WORK ORDER: Print each of the records below, leaving every word as it is.
*** DATA FOR ANALYSIS ***
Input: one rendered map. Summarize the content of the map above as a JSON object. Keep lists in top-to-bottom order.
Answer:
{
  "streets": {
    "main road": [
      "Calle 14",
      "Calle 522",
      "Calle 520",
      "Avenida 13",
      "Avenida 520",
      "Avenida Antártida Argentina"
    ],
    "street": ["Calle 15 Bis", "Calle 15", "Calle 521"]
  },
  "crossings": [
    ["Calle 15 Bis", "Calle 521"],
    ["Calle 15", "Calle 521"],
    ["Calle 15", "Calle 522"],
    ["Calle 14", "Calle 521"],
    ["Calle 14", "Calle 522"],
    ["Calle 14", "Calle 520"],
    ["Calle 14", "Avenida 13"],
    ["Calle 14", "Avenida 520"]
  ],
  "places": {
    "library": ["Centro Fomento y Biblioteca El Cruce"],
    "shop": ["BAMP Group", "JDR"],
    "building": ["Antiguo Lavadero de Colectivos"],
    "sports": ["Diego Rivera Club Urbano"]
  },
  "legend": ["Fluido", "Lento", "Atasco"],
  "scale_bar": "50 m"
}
*** End of DATA FOR ANALYSIS ***
EXPECTED OUTPUT:
Input: one rendered map. Summarize the content of the map above as a JSON object. Keep lists in top-to-bottom order.
Answer:
{
  "streets": {
    "main road": [
      "Calle 14",
      "Calle 522",
      "Calle 520",
      "Avenida 13",
      "Avenida 520",
      "Avenida Antártida Argentina"
    ],
    "street": ["Calle 15 Bis", "Calle 15", "Calle 521"]
  },
  "crossings": [
    ["Calle 15 Bis", "Calle 521"],
    ["Calle 15", "Calle 521"],
    ["Calle 15", "Calle 522"],
    ["Calle 14", "Calle 521"],
    ["Calle 14", "Calle 522"],
    ["Calle 14", "Calle 520"],
    ["Calle 14", "Avenida 13"],
    ["Calle 14", "Avenida 520"]
  ],
  "places": {
    "library": ["Centro Fomento y Biblioteca El Cruce"],
    "shop": ["BAMP Group", "JDR"],
    "building": ["Antiguo Lavadero de Colectivos"],
    "sports": ["Diego Rivera Club Urbano"]
  },
  "legend": ["Fluido", "Lento", "Atasco"],
  "scale_bar": "50 m"
}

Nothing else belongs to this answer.